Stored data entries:
+ + +
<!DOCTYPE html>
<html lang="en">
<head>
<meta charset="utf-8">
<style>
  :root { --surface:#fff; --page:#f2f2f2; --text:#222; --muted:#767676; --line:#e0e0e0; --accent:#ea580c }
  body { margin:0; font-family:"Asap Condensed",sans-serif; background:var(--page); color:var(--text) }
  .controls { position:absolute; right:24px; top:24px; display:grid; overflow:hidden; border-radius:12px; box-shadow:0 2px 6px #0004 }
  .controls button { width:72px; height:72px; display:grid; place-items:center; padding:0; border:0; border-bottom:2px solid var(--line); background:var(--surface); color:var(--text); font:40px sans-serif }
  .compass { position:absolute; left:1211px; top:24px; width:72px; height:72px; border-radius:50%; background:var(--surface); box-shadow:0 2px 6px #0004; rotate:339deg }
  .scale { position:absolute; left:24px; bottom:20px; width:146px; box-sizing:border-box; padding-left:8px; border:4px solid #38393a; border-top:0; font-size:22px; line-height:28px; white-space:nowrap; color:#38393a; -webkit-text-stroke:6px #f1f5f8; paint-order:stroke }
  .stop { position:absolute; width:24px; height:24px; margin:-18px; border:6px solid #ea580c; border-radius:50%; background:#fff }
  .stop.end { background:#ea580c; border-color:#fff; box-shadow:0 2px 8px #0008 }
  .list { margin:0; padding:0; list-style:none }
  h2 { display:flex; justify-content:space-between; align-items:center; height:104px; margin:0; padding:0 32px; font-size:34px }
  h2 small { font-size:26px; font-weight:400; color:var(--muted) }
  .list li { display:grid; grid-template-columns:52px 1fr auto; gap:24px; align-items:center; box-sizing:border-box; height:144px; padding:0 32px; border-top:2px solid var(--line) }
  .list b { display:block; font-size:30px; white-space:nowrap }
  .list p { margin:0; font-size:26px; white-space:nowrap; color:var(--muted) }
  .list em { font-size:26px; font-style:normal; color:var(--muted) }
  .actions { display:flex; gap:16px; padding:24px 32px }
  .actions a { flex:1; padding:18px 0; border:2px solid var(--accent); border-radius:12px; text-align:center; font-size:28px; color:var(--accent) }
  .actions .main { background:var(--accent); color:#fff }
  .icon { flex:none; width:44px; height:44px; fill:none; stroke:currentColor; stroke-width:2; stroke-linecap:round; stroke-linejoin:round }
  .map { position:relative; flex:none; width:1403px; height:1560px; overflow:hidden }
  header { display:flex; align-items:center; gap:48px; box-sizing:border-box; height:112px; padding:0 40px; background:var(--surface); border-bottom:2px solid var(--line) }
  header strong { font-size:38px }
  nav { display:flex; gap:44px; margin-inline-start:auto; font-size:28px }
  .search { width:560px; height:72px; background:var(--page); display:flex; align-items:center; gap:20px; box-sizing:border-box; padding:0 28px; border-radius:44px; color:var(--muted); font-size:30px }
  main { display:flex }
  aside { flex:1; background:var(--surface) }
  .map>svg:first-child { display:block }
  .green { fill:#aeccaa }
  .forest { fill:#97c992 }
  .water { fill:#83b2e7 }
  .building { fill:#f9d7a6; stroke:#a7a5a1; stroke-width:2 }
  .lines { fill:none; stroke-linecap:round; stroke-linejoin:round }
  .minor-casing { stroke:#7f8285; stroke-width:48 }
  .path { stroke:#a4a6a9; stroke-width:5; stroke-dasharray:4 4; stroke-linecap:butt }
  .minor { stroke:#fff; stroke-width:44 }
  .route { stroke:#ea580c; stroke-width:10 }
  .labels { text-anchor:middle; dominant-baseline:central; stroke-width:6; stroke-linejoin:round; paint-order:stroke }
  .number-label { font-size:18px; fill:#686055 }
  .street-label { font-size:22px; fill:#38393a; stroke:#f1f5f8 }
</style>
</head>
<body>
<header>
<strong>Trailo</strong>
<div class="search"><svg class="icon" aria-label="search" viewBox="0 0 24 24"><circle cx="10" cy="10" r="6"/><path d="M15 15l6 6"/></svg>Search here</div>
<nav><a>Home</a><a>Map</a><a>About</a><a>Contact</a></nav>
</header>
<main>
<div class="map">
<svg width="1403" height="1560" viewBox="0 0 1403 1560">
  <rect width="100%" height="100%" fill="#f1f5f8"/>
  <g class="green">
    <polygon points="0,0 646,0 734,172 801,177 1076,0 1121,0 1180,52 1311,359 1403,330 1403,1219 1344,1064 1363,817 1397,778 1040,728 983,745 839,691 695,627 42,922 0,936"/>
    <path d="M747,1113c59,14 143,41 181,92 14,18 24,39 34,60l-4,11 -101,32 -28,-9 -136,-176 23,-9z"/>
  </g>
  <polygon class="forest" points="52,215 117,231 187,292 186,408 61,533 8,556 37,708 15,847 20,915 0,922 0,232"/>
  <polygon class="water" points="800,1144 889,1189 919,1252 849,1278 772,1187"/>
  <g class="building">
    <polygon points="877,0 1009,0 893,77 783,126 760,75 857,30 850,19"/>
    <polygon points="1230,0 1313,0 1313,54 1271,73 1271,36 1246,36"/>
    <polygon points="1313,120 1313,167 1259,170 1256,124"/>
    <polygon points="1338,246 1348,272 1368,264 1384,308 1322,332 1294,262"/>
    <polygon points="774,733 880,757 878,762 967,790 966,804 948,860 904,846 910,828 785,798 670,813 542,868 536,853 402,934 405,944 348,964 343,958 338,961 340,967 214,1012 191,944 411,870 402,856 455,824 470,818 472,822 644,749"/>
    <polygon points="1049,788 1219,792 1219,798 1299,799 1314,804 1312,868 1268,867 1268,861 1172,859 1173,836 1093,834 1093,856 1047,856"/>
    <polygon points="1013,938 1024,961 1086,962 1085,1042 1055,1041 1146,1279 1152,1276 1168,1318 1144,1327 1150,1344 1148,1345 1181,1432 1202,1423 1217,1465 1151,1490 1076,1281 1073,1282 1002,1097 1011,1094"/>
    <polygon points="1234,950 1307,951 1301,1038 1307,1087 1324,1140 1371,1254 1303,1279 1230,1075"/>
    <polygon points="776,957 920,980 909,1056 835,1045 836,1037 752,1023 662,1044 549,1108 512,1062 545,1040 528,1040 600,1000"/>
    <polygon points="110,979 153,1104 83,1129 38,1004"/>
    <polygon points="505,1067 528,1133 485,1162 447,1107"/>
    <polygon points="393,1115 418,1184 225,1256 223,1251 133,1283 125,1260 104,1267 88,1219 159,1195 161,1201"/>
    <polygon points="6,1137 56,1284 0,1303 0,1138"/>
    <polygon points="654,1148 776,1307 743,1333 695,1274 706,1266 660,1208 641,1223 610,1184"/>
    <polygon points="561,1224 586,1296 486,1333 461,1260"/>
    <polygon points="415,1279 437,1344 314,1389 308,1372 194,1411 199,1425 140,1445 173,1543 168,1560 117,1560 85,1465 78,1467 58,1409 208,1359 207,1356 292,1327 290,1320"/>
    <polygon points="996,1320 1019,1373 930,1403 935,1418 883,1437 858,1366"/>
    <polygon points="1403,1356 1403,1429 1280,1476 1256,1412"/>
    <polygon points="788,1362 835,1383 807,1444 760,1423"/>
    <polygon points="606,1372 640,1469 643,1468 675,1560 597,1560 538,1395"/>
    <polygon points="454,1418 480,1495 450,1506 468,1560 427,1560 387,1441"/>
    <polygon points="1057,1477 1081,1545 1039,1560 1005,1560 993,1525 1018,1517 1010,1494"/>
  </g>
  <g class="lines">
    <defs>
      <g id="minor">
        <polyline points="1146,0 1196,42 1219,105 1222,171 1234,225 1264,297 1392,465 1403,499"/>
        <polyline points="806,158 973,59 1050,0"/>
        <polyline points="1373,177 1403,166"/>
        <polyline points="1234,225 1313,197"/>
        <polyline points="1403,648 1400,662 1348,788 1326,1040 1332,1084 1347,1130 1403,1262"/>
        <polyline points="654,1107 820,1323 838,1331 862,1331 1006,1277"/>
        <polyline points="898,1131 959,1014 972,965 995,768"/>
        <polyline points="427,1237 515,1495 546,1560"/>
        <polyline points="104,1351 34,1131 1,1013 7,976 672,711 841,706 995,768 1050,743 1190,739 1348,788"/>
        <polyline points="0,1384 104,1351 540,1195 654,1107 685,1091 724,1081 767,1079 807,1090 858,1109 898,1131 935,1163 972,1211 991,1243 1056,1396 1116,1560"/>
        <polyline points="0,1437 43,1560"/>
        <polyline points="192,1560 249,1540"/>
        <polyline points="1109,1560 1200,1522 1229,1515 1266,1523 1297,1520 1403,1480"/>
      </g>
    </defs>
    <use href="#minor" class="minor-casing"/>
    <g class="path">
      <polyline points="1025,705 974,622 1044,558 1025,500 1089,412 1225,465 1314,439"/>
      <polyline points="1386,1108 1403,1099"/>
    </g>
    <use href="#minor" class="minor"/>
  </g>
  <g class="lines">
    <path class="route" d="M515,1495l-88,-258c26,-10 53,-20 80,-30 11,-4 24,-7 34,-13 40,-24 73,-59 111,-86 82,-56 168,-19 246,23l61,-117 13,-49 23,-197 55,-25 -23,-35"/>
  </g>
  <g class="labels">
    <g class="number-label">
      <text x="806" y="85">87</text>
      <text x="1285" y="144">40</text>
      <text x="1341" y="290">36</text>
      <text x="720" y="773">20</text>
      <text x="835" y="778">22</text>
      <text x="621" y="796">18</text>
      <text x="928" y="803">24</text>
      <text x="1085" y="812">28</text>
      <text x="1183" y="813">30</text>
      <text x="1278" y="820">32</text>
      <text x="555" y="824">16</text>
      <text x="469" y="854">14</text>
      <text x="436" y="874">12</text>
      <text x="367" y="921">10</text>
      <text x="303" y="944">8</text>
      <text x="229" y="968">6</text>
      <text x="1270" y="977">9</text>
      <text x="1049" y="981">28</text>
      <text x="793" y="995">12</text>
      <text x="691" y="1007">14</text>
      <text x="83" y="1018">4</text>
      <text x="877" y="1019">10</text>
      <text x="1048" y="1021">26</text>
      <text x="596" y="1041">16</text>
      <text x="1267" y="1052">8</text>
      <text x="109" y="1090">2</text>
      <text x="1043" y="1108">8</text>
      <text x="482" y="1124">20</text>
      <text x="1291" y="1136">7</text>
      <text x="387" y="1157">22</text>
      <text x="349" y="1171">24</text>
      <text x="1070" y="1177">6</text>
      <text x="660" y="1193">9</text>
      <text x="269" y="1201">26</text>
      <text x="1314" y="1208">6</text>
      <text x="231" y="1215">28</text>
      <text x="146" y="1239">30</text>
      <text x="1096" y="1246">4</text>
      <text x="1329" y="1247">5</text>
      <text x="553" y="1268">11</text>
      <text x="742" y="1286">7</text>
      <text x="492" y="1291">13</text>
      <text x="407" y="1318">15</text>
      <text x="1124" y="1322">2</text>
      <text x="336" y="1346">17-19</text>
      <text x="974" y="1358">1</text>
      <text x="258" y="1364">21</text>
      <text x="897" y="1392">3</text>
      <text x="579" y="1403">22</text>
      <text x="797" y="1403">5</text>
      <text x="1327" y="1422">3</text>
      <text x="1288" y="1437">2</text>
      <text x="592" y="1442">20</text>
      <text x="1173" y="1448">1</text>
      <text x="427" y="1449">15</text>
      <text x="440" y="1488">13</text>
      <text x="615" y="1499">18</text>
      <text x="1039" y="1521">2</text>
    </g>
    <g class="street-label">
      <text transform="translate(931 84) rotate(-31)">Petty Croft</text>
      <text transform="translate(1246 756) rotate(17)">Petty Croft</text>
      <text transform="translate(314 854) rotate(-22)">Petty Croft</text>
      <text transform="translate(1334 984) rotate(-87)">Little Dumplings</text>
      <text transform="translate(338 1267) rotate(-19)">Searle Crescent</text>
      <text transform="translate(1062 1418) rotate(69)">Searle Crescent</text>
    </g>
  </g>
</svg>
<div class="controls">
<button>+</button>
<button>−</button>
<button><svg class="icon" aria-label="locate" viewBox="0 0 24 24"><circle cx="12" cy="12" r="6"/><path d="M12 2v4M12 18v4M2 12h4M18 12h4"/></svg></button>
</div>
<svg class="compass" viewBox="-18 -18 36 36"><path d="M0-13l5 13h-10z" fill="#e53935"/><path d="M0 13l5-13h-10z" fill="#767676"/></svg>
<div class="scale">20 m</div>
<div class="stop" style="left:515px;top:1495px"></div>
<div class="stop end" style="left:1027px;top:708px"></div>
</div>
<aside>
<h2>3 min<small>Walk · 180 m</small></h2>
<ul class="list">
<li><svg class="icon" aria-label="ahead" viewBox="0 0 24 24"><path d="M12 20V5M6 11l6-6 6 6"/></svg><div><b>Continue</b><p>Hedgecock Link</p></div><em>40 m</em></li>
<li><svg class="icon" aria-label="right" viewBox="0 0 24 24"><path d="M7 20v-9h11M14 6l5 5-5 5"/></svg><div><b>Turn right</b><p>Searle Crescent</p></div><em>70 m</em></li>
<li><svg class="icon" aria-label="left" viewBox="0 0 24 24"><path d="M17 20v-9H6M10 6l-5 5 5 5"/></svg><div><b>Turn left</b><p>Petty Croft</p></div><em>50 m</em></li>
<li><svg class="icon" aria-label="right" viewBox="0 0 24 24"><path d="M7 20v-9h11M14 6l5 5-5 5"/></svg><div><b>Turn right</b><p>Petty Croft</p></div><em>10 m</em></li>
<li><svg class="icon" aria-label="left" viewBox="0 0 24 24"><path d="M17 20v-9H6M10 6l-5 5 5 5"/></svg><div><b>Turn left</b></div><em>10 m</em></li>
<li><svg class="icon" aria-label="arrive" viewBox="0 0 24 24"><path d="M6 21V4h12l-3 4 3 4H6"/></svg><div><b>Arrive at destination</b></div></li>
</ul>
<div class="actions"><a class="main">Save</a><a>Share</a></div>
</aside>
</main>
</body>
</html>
+ + +
**Directions:** The lines above that hold the word "body" are the ones to copy.

**Written solution:**
  body { margin:0; font-family:"Asap Condensed",sans-serif; background:var(--page); color:var(--text) }
<body>
</body>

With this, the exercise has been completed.